No entanto, uma análise baseada em evidências demonstra que a relação entre imigração e criminalidade não encontra suporte em estudos acadêmicos e relatórios oficiais. Dados da polícia alemã indicam que a criminalidade não aumentou proporcionalmente ao fluxo migratório. Estudos comparativos internacionais reforçam que fatores como desigualdade, acesso a oportunidades e estrutura institucional são determinantes muito mais relevantes para a criminalidade do que a nacionalidade ou o status migratório.
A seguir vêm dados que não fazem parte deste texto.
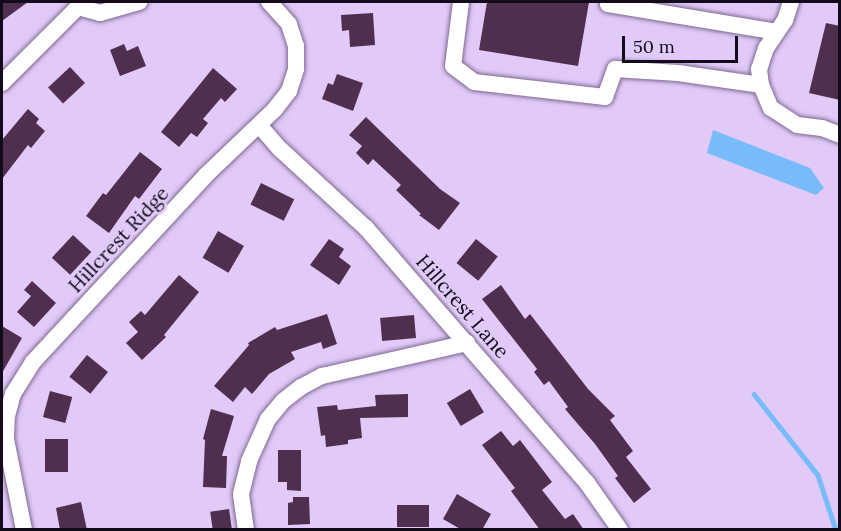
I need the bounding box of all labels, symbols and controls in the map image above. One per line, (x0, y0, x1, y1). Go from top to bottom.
scale bar (625, 24, 740, 62)
text: 50 m (633, 35, 675, 58)
street label: Hillcrest Ridge (63, 181, 173, 297)
street label: Hillcrest Lane (411, 249, 515, 363)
A criminalização da imigração cumpre um papel eminentemente político. Ao transformar imigrantes em bodes expiatórios, governos de extrema-direita desviam o foco de problemas estruturais, como falhas no sistema de bem-estar social e desafios na segurança pública que não podem ser resolvidos por medidas exclusivamente punitivas. O discurso da Crimmigration é eficaz para justificar políticas repressivas e excludentes, mas carece de qualquer evidência concreta de sua eficácia na promoção da segurança pública. No fim, a perseguição a imigrantes apenas aprofunda desigualdades e mina princípios democráticos fundamentais.
A criminalidade é um fenômeno complexo, influenciado por múltiplos fatores, incluindo contexto socioeconômico, estrutura institucional, políticas de policiamento e dinâmicas locais. A associação simplista entre imigração e crime ignora essas nuances e opera mais como instrumento político do que como resposta real aos desafios da segurança pública. Medidas repressivas e excludentes não apenas falham em reduzir a criminalidade, mas também aprofundam divisões sociais e corroem princípios democráticos. Políticas eficazes devem se basear em evidências e equilibrar estratégias de policiamento democrático, preparadas para lidar com sociedades diversas, com mecanismos de participação social e iniciativas que favoreçam a integração econômica e institucional dos imigrantes. A segurança pública não pode ser reduzida a ações punitivas, mas deve ser construída a partir de abordagens que promovam coesão social e garantam direitos sem recorrer à criminalização de populações inteiras.
[1] Stumpf, Juliet. The Crimmigration Crisis: Immigrants, Crime, and Sovereign Power.” American University Law Review 56, no. 2 (December 2006): 367-419.
Ariadne Natal - Doutora em sociologia, pesquisadora de pós-doutorado do Peace Research Institute Frankfurt (PRIF).